I am writing from Suzhou, China, a city I lived in for a long time. The familiar comforts of home, its intricacies that I feel can’t be articulated or recognized until one leaves and returns, are filled with memory and nostalgia. A place that one returns to. A place that one has dwelled in repeatedly, cumulating and cumulating. But, there is much more that exists beyond the physicalities of such a physical space and the bodies that inhabit it. How does house become home? Given the multinational/multicultural nature of my close family, this is a question that is rooted deeply in me, as home has never quite been one locale, but an ever shifting constellation. This mild tension within, spills into this project – how house becomes home, is synonymous – on a different scale – to how space becomes place.

As I have left Kyoto now, it is time to reflect deeply, analyze and develop this project further. In truth, I have been questioning why I chose to go to Kyoto both for reasons within and outside of this project. My perception of Kyoto – before living there for 3 weeks – was a sub-consciously extrapolated space fabricated by my cultural upbringing as part Japanese, awareness of Japanese culture, my childhood experiences of traveling to Kyoto, an appreciation for its countless religious and spiritual spaces (from which Kyoto is known for), and curiosity towards the performing arts there. There is also a deep desire to reconnect with cultural roots, having not fully ever had a time in my life to do so, especially in an ancient capital of Japan. The challenge my project offers me is to realize and react against the dis-embodiment that can occur through dominant socio-cultural, geographic narratives stimulated by tourism and commercial and social media. Instead this project is inviting an exploration into inbetweens, delineating from the desire to do but rather to bring new awareness, little by little, to alternative modes of noticing and inhabiting in such a way that loosens the rigidity of urban pace and productivity, generates a contemplative stillness, and bridges both inner and outer landscape (body and space).
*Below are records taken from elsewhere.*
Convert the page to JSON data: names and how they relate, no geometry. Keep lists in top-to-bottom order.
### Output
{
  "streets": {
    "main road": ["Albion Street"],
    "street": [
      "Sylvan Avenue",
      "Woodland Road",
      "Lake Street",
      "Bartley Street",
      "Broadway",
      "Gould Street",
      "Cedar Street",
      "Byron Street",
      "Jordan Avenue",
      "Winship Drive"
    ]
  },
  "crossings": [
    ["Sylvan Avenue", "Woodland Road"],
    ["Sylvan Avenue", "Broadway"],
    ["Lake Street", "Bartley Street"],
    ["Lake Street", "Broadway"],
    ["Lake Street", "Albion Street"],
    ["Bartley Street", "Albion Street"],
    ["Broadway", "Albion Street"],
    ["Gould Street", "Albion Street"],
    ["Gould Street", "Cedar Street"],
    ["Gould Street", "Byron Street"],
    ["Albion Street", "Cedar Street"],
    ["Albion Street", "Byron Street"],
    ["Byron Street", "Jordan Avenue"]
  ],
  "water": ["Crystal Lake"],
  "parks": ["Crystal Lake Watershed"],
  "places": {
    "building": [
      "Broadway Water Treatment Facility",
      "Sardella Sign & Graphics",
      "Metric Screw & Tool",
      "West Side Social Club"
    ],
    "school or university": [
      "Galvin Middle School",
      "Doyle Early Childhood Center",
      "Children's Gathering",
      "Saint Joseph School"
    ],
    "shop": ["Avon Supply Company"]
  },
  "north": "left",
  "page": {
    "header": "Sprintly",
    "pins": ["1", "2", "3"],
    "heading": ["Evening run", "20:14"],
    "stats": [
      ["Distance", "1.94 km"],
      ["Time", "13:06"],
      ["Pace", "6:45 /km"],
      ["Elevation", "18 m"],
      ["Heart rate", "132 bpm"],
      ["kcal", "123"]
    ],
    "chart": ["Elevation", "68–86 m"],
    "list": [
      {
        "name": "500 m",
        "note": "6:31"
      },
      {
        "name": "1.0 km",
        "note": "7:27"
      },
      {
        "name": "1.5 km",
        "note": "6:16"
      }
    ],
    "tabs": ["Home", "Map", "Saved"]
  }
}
Reflections on sense of place have continued and shifted from seeking to understand place-identity and place-making, to a more intimate process that explores the inter-activity between oneself and the environment. I am exploring metaphors of the body as landscape containing an inner terrain, and how such an inner terrain interacts with the outer environment. This aspect of my project has been where Butoh – a post-modern performance art – has been particularly relevant. An intersection that arises from spatial observations in Kyoto and in Butoh workshops is the concept of Ma (間), a philosophic, cultural, spatial and temporal concept. Ma contains multidimensional meanings, among them: the in-between, distance, and the inseparable relationship between space and time. In the essay “Ma: Space, Place, Void” in Kyoto Journal, Gunter Nitschke, writer and professor of East Asian architecture and urbanism writes on ma as both a spatial and temporal concept.

“space is a time-structured process, and time is a space-structured process” (Nischke)

During my walks in the crowded districts of the city such as Nakagyo ward or Gion, I noticed many small passageways weaving perpendicular to the larger streets, connecting to the backdoors of restaurants, residences, and shops, creating mysterious pockets of passage, often observed as uninhabited. The narrowness of the pathways interwoven into the city grid structure resounds with the spatial design of a traditional Japanese home – the machiya – which incorporates a long passageway before the central space of the home to create an interval between public and private realms. Both in private and public spaces, Kyoto maintains spaces of ma – an acute sense of in between space that creates a sense of spaciousness, emptiness, and privacy even in the busiest of districts. Its existence – as a trace of traditional and historic spatial design, feels like a portal through time, containing hidden narratives and memories in themselves.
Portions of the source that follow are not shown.